* **RECORDS**
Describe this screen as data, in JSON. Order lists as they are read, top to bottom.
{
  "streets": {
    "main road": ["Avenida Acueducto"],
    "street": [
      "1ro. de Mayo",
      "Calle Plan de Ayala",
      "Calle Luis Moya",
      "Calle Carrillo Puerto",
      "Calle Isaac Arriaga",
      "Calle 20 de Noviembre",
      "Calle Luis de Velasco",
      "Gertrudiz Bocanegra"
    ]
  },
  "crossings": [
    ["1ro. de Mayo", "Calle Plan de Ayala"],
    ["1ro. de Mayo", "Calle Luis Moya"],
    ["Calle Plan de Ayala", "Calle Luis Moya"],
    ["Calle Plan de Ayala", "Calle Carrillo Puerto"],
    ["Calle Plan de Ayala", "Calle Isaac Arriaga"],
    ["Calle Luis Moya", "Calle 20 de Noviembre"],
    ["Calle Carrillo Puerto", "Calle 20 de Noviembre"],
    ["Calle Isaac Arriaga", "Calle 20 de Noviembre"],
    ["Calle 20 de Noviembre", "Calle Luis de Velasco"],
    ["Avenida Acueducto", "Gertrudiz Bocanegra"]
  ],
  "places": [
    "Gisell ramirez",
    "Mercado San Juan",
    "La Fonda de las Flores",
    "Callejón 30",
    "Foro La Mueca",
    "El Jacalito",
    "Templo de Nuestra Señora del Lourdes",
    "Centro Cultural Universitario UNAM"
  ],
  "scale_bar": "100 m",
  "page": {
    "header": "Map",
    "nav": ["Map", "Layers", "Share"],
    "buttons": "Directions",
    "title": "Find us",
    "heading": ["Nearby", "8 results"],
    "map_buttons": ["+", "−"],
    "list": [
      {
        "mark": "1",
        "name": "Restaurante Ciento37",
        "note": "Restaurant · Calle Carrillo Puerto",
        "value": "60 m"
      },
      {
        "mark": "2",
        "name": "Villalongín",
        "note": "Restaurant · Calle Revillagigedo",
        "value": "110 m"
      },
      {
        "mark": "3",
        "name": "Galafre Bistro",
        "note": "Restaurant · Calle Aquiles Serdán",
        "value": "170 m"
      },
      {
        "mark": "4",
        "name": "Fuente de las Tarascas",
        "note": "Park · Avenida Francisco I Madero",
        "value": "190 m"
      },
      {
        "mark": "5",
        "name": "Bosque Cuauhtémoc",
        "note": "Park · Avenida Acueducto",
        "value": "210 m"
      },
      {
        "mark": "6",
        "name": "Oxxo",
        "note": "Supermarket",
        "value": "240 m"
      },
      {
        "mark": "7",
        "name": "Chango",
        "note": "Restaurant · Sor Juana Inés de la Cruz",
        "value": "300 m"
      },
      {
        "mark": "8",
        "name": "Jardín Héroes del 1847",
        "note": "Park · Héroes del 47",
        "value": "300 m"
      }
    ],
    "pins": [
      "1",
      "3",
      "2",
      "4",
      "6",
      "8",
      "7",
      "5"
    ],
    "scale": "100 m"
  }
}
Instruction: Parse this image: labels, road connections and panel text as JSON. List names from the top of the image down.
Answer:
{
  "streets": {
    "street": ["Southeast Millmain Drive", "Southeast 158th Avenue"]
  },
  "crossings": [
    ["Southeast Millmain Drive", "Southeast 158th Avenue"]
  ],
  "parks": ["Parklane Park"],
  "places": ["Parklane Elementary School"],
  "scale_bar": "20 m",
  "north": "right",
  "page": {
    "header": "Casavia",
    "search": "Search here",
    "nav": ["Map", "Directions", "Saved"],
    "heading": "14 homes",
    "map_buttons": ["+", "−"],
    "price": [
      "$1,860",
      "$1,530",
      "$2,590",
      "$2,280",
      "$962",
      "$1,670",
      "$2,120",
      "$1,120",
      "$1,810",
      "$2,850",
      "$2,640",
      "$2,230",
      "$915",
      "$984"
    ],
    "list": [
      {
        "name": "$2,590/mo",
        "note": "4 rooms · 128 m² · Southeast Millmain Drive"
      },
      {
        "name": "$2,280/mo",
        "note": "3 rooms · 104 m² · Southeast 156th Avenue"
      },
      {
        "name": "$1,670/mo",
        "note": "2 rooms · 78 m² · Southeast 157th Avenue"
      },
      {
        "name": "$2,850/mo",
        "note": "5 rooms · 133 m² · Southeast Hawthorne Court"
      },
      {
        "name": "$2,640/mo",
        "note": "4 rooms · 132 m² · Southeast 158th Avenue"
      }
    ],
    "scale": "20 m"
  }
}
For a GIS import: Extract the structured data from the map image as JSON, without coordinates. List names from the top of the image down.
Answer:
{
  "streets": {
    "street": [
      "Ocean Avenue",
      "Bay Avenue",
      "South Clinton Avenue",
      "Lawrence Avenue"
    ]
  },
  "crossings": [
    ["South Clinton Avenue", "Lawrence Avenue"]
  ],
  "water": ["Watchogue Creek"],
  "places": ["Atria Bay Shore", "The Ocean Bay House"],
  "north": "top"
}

* **WHAT NEEDS TO BE DONE**
Which of the lines above include the string "this"? Pick them out and copy them.

* **FINAL ANSWER**
Describe this screen as data, in JSON. Order lists as they are read, top to bottom.
Instruction: Parse this image: labels, road connections and panel text as JSON. List names from the top of the image down.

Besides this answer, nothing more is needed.